Harold Ancart, Subliminal Standard at Cadman Plaza Park presented by Public Art Fund, 2019. Photo: Nicholas Knight, Courtesy of Public Art Fund, NY
A new at installation from Public Art Fund has just been unveiled at the north end of Cadman Plaza Park in Downtown Brooklyn, is inspired by New York City’s 2,000+ handball courts. Entitled Subliminal Standard, the sixteen-foot-tall, 2,090-square-foot surface sculpture is Belgian artist Harald Ancart’s first-ever public art installation, and officially opens tomorrow. The four painted surfaces reference the patterns and abstractions that emerge when concrete handball courts are repaired and repainted over time, but is meant to be an interactive sculpture. Actual handballs were on hand this morning at the press preview but the artist and curator are hoping for this installation to be used in a myriad of ways – not just for handball, but maybe as a stage, possibly for selfies, or for anything that the public organically comes up with. Local children have already started to play ball there and a neighbor walking by excitedly asked if it was a handball court, saying her husband would want to play.

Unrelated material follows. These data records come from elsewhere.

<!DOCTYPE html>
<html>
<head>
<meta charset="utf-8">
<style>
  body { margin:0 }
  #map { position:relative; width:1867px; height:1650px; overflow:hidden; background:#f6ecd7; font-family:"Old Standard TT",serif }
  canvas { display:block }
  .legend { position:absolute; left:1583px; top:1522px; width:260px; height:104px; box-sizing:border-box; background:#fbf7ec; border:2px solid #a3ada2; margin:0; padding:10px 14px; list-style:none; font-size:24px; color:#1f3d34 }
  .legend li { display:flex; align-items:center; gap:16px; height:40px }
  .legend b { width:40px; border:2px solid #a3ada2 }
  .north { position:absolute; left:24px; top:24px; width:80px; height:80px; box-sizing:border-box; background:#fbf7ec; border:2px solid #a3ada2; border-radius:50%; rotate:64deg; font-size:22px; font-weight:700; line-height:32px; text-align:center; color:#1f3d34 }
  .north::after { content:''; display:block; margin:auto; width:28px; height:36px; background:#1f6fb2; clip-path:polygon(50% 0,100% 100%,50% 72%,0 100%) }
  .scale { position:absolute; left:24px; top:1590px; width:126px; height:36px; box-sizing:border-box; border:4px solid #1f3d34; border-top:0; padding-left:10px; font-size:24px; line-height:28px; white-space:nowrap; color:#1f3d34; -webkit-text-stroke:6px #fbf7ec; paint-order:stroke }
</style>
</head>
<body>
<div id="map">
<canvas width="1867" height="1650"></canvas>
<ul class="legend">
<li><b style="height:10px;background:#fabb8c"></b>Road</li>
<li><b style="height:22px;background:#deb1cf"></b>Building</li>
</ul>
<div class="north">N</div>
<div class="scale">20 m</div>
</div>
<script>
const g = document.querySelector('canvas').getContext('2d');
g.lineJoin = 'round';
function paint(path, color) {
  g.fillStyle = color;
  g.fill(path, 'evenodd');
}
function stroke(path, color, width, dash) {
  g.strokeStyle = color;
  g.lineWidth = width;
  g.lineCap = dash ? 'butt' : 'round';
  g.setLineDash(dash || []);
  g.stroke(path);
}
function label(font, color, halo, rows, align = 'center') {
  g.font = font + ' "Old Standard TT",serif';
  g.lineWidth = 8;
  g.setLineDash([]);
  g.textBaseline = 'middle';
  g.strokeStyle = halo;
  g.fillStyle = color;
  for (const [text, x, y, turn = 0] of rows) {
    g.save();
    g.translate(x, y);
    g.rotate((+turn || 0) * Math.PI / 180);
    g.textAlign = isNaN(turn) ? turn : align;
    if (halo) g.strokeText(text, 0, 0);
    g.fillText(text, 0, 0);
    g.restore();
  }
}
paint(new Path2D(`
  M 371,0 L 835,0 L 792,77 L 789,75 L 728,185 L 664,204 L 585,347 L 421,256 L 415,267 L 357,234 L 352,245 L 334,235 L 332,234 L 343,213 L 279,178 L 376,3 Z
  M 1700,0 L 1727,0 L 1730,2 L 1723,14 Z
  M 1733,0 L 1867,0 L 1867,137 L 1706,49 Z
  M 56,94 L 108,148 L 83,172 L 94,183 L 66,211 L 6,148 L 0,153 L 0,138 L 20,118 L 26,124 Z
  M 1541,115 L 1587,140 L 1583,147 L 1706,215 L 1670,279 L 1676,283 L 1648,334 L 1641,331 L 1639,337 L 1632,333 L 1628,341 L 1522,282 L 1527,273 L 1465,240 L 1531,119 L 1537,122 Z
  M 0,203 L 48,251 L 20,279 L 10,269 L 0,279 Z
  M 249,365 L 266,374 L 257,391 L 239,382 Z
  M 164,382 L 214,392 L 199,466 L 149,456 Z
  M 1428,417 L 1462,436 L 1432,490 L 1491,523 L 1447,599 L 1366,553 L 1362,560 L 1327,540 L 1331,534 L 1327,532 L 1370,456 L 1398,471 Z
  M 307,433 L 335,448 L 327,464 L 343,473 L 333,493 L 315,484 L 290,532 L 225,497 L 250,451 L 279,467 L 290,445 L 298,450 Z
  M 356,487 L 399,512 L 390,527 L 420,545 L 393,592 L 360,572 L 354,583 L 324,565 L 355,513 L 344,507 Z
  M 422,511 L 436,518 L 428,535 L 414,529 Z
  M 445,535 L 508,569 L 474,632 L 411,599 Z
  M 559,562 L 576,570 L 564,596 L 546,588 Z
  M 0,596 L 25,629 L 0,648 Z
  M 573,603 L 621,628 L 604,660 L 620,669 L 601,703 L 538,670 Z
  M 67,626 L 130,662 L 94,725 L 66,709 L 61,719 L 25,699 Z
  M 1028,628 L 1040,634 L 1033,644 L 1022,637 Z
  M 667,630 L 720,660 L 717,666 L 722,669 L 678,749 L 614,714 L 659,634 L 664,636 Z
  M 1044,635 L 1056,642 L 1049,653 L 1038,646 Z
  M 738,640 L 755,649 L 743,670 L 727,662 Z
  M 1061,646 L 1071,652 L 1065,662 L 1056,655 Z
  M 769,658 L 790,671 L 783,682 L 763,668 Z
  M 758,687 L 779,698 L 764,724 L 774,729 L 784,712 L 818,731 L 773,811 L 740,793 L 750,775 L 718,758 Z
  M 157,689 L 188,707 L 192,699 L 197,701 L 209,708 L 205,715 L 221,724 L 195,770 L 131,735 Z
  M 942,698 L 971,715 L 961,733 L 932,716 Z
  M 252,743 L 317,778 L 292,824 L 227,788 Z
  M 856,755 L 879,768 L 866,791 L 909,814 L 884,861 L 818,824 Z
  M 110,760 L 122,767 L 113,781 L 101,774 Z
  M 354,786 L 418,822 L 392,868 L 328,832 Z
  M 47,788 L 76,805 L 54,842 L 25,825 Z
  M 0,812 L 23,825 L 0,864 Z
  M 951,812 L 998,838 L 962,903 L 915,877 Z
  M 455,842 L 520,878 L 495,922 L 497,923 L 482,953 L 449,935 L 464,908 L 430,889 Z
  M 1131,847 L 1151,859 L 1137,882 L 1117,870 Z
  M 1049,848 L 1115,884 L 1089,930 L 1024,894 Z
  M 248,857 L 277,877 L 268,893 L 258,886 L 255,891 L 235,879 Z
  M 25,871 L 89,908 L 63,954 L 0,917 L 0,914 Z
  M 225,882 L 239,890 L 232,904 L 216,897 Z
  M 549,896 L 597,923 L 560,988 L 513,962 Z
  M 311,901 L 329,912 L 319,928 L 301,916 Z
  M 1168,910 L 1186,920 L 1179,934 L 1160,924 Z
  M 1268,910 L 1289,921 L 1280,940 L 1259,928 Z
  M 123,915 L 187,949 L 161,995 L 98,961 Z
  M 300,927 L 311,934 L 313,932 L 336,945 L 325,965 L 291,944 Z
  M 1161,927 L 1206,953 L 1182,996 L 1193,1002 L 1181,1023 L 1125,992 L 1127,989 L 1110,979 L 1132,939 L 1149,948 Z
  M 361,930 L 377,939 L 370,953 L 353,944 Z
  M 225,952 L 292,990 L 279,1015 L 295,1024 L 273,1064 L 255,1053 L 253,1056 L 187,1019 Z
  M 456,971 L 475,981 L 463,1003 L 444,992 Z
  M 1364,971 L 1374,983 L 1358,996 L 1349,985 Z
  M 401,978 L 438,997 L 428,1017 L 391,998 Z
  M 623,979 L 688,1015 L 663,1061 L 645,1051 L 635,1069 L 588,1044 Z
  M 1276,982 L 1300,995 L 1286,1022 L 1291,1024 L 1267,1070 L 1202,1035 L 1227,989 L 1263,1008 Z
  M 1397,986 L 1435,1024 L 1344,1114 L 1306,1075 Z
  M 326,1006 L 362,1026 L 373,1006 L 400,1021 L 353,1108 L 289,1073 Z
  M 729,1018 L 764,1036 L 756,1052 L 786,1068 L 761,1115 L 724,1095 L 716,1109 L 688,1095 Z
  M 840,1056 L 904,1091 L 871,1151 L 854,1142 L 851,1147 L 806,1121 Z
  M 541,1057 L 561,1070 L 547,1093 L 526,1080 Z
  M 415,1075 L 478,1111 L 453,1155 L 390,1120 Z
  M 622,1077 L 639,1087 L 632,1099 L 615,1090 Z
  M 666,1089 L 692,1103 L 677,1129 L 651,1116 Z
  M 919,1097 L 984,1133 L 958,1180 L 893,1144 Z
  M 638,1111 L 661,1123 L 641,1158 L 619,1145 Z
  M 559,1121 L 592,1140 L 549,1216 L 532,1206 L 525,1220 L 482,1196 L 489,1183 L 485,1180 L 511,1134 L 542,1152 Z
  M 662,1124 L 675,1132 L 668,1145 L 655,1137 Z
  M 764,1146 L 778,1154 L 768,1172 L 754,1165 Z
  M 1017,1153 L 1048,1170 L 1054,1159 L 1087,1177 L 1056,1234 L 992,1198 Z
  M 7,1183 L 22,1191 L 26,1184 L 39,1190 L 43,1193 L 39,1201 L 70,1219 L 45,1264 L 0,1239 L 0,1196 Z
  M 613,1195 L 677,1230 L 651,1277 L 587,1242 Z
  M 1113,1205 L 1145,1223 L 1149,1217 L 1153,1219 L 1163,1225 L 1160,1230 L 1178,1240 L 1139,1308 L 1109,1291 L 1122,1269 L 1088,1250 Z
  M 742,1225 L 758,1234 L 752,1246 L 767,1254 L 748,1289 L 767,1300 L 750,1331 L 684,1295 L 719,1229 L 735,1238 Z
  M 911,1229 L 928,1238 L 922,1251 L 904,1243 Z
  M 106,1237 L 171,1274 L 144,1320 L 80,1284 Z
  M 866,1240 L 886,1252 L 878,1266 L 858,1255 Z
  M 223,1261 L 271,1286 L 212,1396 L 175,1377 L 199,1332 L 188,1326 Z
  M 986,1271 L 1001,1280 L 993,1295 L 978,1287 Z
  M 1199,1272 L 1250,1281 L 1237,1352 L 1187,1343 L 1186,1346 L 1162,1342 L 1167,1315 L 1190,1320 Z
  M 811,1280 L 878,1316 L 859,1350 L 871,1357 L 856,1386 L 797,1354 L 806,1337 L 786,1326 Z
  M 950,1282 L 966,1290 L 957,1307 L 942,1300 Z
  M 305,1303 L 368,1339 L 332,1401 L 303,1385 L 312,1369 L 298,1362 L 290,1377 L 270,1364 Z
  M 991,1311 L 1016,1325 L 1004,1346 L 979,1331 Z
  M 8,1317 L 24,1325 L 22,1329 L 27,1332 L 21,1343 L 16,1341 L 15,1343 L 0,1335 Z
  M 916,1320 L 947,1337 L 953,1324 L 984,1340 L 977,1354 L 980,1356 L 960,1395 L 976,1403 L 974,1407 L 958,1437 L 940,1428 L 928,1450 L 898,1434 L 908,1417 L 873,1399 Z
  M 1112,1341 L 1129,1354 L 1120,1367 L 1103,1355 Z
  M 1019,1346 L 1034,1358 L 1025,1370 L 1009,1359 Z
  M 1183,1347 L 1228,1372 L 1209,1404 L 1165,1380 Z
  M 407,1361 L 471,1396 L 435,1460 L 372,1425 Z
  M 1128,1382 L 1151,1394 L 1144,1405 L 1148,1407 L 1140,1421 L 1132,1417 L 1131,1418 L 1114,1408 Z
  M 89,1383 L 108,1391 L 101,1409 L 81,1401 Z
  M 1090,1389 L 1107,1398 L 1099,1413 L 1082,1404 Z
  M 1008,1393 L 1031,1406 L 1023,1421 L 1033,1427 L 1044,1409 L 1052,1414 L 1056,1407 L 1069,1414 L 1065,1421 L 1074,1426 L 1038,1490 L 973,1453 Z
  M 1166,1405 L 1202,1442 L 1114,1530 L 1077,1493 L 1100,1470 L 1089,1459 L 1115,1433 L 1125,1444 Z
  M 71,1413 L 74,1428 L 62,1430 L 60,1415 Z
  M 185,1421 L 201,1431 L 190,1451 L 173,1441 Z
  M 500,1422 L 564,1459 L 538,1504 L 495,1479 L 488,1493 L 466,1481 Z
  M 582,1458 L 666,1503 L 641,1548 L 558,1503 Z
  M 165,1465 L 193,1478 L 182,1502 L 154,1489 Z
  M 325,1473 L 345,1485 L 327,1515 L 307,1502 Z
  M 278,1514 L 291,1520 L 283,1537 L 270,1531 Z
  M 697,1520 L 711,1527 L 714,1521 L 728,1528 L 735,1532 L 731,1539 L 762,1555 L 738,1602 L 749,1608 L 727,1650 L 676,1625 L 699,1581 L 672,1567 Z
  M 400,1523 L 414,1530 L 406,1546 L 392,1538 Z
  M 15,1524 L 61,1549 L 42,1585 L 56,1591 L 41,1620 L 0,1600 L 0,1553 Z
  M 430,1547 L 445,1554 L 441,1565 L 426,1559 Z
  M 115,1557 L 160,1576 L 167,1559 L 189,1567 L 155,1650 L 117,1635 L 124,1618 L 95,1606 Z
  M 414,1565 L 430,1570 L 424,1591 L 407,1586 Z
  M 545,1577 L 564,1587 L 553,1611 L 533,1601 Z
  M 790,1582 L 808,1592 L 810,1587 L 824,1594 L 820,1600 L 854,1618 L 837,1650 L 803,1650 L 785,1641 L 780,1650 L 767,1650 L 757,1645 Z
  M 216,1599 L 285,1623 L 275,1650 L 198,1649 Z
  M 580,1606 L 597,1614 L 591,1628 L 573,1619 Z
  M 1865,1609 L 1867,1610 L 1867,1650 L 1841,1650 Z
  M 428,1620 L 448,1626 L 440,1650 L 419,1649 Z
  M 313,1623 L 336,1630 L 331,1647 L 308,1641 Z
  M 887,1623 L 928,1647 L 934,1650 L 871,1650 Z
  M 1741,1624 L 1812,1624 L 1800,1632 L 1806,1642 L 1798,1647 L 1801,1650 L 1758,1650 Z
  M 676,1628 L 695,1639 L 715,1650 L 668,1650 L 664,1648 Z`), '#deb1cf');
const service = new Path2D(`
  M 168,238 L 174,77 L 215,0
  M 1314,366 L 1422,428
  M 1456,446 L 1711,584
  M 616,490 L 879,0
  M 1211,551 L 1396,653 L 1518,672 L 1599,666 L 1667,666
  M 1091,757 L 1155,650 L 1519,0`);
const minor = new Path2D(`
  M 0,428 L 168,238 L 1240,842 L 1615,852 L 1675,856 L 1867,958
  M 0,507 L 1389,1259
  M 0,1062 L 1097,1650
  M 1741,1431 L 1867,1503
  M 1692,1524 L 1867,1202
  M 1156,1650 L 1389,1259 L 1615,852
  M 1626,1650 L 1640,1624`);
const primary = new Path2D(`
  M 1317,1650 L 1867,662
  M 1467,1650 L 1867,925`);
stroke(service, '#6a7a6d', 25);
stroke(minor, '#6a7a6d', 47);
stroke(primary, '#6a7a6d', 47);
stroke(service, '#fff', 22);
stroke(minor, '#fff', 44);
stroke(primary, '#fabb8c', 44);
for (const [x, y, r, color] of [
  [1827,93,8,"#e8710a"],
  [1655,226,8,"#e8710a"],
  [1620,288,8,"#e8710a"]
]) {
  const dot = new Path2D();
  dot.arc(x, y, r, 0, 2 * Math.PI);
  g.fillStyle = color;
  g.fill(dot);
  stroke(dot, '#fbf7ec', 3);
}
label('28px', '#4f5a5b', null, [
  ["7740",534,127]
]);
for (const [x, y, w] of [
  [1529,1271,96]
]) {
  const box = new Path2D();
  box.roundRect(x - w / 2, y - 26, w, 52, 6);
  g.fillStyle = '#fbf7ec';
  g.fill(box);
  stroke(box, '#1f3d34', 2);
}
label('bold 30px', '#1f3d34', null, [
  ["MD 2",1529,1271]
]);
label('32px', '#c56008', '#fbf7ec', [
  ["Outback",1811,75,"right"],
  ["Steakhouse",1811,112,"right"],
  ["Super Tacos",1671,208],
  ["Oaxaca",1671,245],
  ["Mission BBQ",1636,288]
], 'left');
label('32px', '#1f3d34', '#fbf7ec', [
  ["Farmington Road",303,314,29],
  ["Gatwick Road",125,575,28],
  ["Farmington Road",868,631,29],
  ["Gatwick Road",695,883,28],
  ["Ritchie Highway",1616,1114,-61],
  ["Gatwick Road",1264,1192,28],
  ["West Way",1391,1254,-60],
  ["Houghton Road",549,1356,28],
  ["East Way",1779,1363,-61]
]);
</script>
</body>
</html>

Ancart, who has been exploring the world of handball for over decade as inspiration for his art, has been not only fascinated with the art forms on the surfaces of these courts in an “unexpected relationship to the history of abstraction,” but also the role the game plays in democratizing the city. Handball was popularized in the 20th century by immigrants and the working class, requiring only a wall and a ball. As Public Art Fund Associate Curator Daniel S. Palmer says, “Harold’s sculpture isn’t limited to the sport of handball but is also about creating a space for social interaction. It is a place for others to be in dialogue as participants actively engage with painting by immersing themselves in it….Harold Ancart paints in a highly physical and meditative manner, almost like an athlete engrossed in his sport.”
The artist, Harold Ancart, in front of his work
Ancart says he played a version of it as a child growing up in Brussels, on a wall with a tennis ball. For the artwork itself, he says, “It was very very important not to come up with a plan and also not to try to make a painting that is like, “Oh yeah, that is my good painting in your face, you don’t understand it…Basically it is how it appears naturally, the only twist is the color. I came up with something on the floor that is kind of close to the sky and when it’s sunny it becomes super flashy blue and when it’s like [today], it’s kind of gray-ish.” The other colors, he says, were inspired by the natural and built environment around the site.
Analogously, Ancart himself says that painting itself, is not that difficult “because nothing wrong can really happen unless you have a lot of expectations. If you expect certain things to be precisely a certain way, then you may encounter a lot of problems. But if you don’t expect anything, you can never go wrong because things can only be the way they are, which is right.”